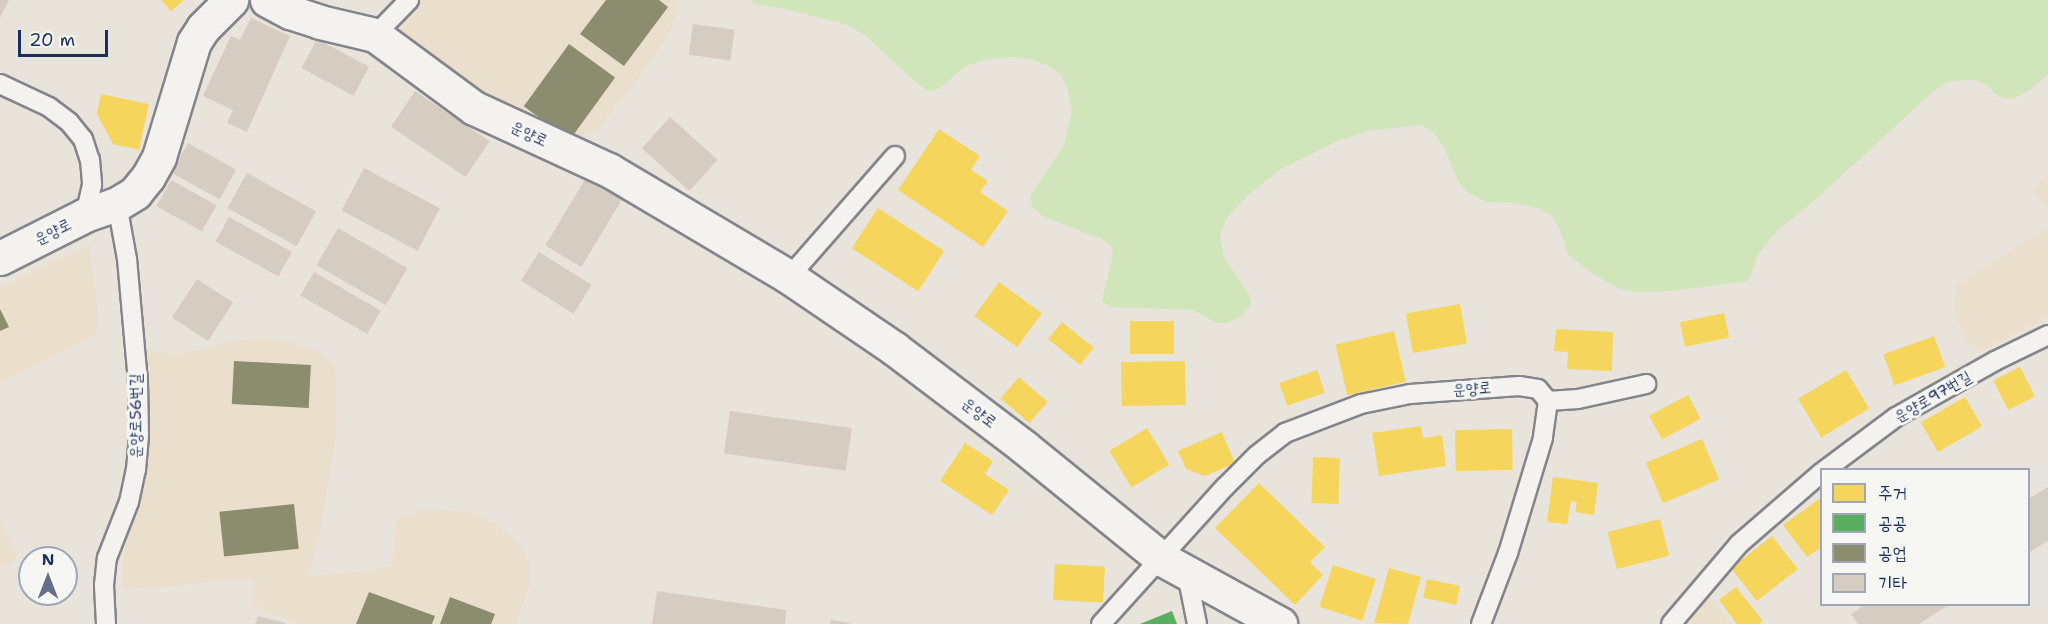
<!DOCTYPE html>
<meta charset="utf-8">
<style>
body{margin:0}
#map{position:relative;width:2048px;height:624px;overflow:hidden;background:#e9e4db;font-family:"Shantell Sans","Poor Story",sans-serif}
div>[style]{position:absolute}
.built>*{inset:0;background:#eadfcd}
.green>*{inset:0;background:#d1e5bb}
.homes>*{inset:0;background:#f6d55c;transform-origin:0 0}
.public>*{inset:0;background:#5aae61}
.industry>*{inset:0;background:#8c8c6e;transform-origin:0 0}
.building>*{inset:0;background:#d5cdc1;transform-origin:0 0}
.roads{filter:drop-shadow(2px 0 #84858a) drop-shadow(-2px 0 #84858a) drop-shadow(0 2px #84858a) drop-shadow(0 -2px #84858a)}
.service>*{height:18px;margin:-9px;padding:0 9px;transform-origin:9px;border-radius:9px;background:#f3f2ef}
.minor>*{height:33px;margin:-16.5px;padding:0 16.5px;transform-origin:16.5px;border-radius:16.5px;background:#f3f2ef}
span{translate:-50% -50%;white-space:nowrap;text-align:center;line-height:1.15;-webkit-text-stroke:6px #f6f6f2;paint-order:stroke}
.street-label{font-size:16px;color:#1b2f5e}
.legend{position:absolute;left:1820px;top:468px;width:210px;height:138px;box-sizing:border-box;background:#f6f6f2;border:2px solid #9ea6b7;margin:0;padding:8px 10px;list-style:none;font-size:18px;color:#1b2f5e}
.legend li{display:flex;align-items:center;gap:12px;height:30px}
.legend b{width:30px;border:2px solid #9ea6b7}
.north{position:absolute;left:18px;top:546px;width:60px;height:60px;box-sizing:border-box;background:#f6f6f2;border:2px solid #9ea6b7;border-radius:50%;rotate:0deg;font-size:16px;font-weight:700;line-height:24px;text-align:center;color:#1b2f5e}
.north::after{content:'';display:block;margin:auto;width:21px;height:27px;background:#636e8a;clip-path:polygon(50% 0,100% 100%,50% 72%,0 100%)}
.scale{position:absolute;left:18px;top:30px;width:90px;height:27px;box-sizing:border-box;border:3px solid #1b2f5e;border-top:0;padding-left:8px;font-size:18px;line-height:21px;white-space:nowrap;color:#1b2f5e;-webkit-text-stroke:4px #f6f6f2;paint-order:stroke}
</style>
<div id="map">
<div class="built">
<i style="clip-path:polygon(421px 0,675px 0,678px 9px,671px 29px,654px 57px,599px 129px,578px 142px,463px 87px,402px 40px,400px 31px,406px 18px)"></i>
<i style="clip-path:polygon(2048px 174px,2048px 209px,2031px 188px)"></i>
<i style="clip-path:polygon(2048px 227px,2048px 317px,1981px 352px,1968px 343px,1954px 314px,1956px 285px)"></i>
<i style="clip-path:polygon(89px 244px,98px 306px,97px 335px,0 384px,0 287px)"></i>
<i style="clip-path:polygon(266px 338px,313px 348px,335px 365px,337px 432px,319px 539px,307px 577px,391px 567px,397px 518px,425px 509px,476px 513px,499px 526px,517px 542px,529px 559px,530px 584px,516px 624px,295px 624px,253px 605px,253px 579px,123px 590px,121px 567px,126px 543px,144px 489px,149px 459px,147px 351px,179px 354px,242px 339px)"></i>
<i style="clip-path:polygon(0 520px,17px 556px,8px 566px,0 567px)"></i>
<i style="clip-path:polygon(1707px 594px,1732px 624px,1684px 624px)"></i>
</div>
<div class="green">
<i style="clip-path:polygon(753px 0,2048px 0,2048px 75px,2026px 93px,2011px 99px,1999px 97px,1987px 85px,1974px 79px,1948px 82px,1936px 89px,1815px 200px,1776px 232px,1757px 256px,1749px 281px,1671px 291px,1636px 292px,1619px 289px,1587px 270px,1568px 254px,1560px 230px,1552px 216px,1538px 208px,1515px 203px,1487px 202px,1469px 194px,1459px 183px,1445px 149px,1434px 133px,1421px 125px,1368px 131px,1340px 140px,1281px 169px,1248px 195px,1227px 218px,1220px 236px,1224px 257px,1250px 296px,1251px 304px,1242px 316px,1227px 323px,1217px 323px,1193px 310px,1110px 307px,1102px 301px,1113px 254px,1110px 245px,1102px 239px,1044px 217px,1032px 207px,1030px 196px,1064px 145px,1072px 111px,1068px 91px,1061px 75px,1047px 65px,1030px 59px,1012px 57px,985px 60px,966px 66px,941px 87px,933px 91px,925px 89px,912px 79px,865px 35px,845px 24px,781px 8px,752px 4px)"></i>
</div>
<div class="homes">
<i style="clip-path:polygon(161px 0,184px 0,171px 11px)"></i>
<i style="clip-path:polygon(101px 94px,149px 104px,139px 150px,113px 144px,97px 114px)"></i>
<i style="clip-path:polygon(939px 129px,980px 156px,971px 170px,988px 181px,980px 192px,1008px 211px,983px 247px,898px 190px)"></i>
<i style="left:878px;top:208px;width:79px;height:48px;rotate:33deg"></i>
<i style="left:999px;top:282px;width:53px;height:42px;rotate:36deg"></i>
<i style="left:1460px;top:304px;width:40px;height:55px;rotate:80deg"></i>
<i style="left:1724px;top:313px;width:25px;height:45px;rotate:78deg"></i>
<i style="left:1130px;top:321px;width:44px;height:33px"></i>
<i style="left:1062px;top:322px;width:41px;height:22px;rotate:39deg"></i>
<i style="clip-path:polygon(1556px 329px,1613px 332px,1612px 371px,1567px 369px,1568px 352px,1554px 351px)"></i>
<i style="left:1394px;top:331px;width:52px;height:60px;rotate:77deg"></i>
<i style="left:1934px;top:336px;width:33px;height:54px;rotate:70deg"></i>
<i style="left:1185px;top:361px;width:44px;height:64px;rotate:89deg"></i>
<i style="left:2020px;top:367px;width:33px;height:30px;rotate:63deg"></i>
<i style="left:1317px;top:370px;width:24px;height:40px;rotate:71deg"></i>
<i style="left:1846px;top:370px;width:45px;height:56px;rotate:59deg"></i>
<i style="left:1019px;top:377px;width:38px;height:28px;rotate:41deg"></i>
<i style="left:1688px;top:395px;width:27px;height:44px;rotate:62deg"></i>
<i style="left:1965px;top:397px;width:34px;height:51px;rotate:60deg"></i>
<i style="clip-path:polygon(1421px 426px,1423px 438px,1442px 435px,1446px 466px,1379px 476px,1372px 433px)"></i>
<i style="left:1147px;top:428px;width:43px;height:44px;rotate:59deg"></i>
<i style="left:1512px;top:429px;width:41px;height:57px;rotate:89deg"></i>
<i style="clip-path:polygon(1222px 432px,1235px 463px,1205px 476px,1186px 469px,1178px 451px)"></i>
<i style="left:1702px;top:439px;width:44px;height:61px;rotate:67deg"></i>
<i style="clip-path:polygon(965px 443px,993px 461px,985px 474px,1009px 490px,992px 515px,940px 481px)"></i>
<i style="left:1313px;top:457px;width:27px;height:46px;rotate:2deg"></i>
<i style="clip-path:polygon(1553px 477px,1598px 483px,1594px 515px,1575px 512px,1577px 502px,1571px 501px,1567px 524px,1547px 522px)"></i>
<i style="clip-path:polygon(1259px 483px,1325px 547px,1310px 562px,1323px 575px,1295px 605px,1215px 528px)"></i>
<i style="clip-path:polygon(1822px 497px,1822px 547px,1807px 557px,1783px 525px)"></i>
<i style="left:1660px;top:519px;width:38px;height:54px;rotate:76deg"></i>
<i style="left:1772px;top:536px;width:42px;height:52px;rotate:52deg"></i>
<i style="left:1055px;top:564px;width:50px;height:36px;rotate:3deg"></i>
<i style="left:1333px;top:565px;width:45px;height:44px;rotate:18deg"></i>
<i style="clip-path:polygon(1389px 568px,1421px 577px,1408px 624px,1374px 623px)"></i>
<i style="left:1427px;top:579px;width:34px;height:19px;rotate:12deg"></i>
<i style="clip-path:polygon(1736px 587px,1763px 621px,1759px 624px,1737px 624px,1719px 600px)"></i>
</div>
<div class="public">
<i style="clip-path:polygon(1172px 611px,1177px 624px,1140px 624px)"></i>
</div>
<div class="industry">
<i style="clip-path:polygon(606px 0,659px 0,668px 7px,624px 66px,580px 34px)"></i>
<i style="left:569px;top:44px;width:57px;height:77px;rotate:36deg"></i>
<i style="clip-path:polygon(0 309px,9px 327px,0 331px)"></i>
<i style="left:234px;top:361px;width:77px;height:43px;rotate:3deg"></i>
<i style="left:294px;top:504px;width:45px;height:75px;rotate:84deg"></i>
<i style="clip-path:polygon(369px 592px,435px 616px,432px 624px,356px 624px)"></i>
<i style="clip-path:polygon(450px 597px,495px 614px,491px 624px,440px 624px)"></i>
</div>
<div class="building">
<i style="clip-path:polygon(0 0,9px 0,0 18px)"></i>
<i style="clip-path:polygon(251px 18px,290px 36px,247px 132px,227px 123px,233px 110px,203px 96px,231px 36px,240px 40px)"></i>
<i style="left:693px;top:24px;width:42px;height:31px;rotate:8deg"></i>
<i style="left:317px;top:39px;width:59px;height:33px;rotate:28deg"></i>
<i style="left:415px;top:91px;width:90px;height:43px;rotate:34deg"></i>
<i style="left:670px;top:117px;width:64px;height:42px;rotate:42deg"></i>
<i style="left:188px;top:143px;width:55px;height:34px;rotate:29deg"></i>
<i style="left:364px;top:168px;width:86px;height:48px;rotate:28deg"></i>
<i style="left:247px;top:173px;width:79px;height:40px;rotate:29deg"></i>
<i style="left:587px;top:176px;width:42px;height:81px;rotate:31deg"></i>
<i style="left:171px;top:180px;width:52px;height:30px;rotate:29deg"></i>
<i style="left:229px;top:217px;width:72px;height:28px;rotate:29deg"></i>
<i style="left:338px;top:228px;width:80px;height:43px;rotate:30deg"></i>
<i style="left:539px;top:252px;width:62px;height:34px;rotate:32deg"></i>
<i style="left:314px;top:272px;width:77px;height:27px;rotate:30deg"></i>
<i style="left:197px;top:279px;width:43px;height:46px;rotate:33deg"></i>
<i style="left:730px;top:411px;width:123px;height:43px;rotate:8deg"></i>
<i style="clip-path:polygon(2048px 487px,2048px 541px,2028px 553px,2028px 499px)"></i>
<i style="clip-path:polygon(657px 591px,786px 610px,785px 624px,652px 624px)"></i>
<i style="clip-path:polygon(1866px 604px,1950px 604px,1919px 624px,1858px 624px,1851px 614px)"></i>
<i style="clip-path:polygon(258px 616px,286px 623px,285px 624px,255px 624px)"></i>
<i style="clip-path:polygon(831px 620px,850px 623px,850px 624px,830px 624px)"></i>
</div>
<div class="roads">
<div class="service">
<i style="left:375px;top:35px;width:49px;rotate:-45.8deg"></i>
<i style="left:0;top:84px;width:54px;rotate:25.1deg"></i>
<i style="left:49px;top:107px;width:25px;rotate:37deg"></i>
<i style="left:69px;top:122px;width:22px;rotate:51deg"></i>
<i style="left:83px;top:139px;width:22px;rotate:72deg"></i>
<i style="left:90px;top:160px;width:25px;rotate:85deg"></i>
<i style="left:92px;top:185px;width:31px;rotate:103deg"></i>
<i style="left:789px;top:277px;width:161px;rotate:-48.8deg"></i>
<i style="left:1548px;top:401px;width:30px;rotate:-4deg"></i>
<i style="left:1578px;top:399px;width:70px;rotate:-12.4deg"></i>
<i style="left:1825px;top:470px;width:89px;rotate:-36.7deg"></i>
<i style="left:1896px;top:417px;width:114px;rotate:-29.5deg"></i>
<i style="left:1995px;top:361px;width:59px;rotate:-26.1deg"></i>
<i style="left:1187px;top:574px;width:51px;rotate:78.7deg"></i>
<i style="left:106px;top:624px;width:39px;rotate:-93deg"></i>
<i style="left:104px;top:585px;width:27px;rotate:-84deg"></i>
<i style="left:107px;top:558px;width:60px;rotate:-68.6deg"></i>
<i style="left:129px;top:502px;width:33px;rotate:-78deg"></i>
<i style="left:136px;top:470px;width:35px;rotate:-85deg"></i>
<i style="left:139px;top:435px;width:53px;rotate:-91.1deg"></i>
<i style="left:138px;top:382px;width:123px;rotate:-95.1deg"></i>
<i style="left:127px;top:259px;width:56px;rotate:-100.3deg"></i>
<i style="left:1101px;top:624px;width:185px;rotate:-47.9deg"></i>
<i style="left:1225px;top:487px;width:45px;rotate:-45deg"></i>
<i style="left:1257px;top:455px;width:36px;rotate:-38deg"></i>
<i style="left:1285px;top:433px;width:81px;rotate:-20.9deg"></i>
<i style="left:1361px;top:404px;width:50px;rotate:-11.5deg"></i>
<i style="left:1410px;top:394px;width:109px;rotate:-4.2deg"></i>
<i style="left:1519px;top:386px;width:19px;rotate:9deg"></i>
<i style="left:1538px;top:389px;width:16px;rotate:50deg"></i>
<i style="left:1548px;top:401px;width:37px;rotate:98deg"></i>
<i style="left:1543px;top:438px;width:120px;rotate:106.9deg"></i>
<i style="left:1508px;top:553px;width:76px;rotate:110.8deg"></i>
<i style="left:1671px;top:624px;width:105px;rotate:-49.6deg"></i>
<i style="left:1739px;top:544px;width:110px;rotate:-40.9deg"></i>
</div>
<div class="minor">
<i style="left:267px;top:0;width:26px;rotate:28deg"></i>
<i style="left:290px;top:12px;width:32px;rotate:18deg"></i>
<i style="left:320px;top:22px;width:57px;rotate:13.3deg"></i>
<i style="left:375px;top:35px;width:123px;rotate:36.4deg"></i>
<i style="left:474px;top:108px;width:149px;rotate:24.7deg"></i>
<i style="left:609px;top:170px;width:209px;rotate:30.7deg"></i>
<i style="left:789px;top:277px;width:128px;rotate:34.2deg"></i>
<i style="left:895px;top:349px;width:162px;rotate:37.2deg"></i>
<i style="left:1024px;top:447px;width:178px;rotate:39.1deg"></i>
<i style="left:1162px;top:559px;width:135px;rotate:28.8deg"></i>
<i style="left:0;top:258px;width:95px;rotate:-26.8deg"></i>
<i style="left:85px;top:215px;width:34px;rotate:-19deg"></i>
<i style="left:117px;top:204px;width:21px;rotate:-31deg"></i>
<i style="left:135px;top:193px;width:21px;rotate:-51deg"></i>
<i style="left:148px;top:177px;width:23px;rotate:-61deg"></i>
<i style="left:159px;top:157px;width:120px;rotate:-73.1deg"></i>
<i style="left:194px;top:42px;width:17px;rotate:-57deg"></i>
<i style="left:203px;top:28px;width:40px;rotate:-45deg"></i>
</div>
</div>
<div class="street-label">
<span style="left:529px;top:134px;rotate:25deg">운양로</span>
<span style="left:53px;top:232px;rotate:-27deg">운양로</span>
<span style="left:1472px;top:389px;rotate:-4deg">운양로</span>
<span style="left:1933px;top:397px;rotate:-30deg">운양로97번길</span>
<span style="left:979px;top:413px;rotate:37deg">운양로</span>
<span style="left:136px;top:416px;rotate:-90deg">운양로56번길</span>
</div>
<ul class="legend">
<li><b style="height:16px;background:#f6d55c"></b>주거</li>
<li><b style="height:16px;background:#5aae61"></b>공공</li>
<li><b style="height:16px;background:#8c8c6e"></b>공업</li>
<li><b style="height:16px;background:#d5cdc1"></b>기타</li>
</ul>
<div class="north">N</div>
<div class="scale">20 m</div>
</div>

** INSTRUCTIONS TO FOLLOW **
Could you show every line of the listing that holds the string "service"?

** ANSWER BOX **
.service>*{height:18px;margin:-9px;padding:0 9px;transform-origin:9px;border-radius:9px;background:#f3f2ef}
<div class="service">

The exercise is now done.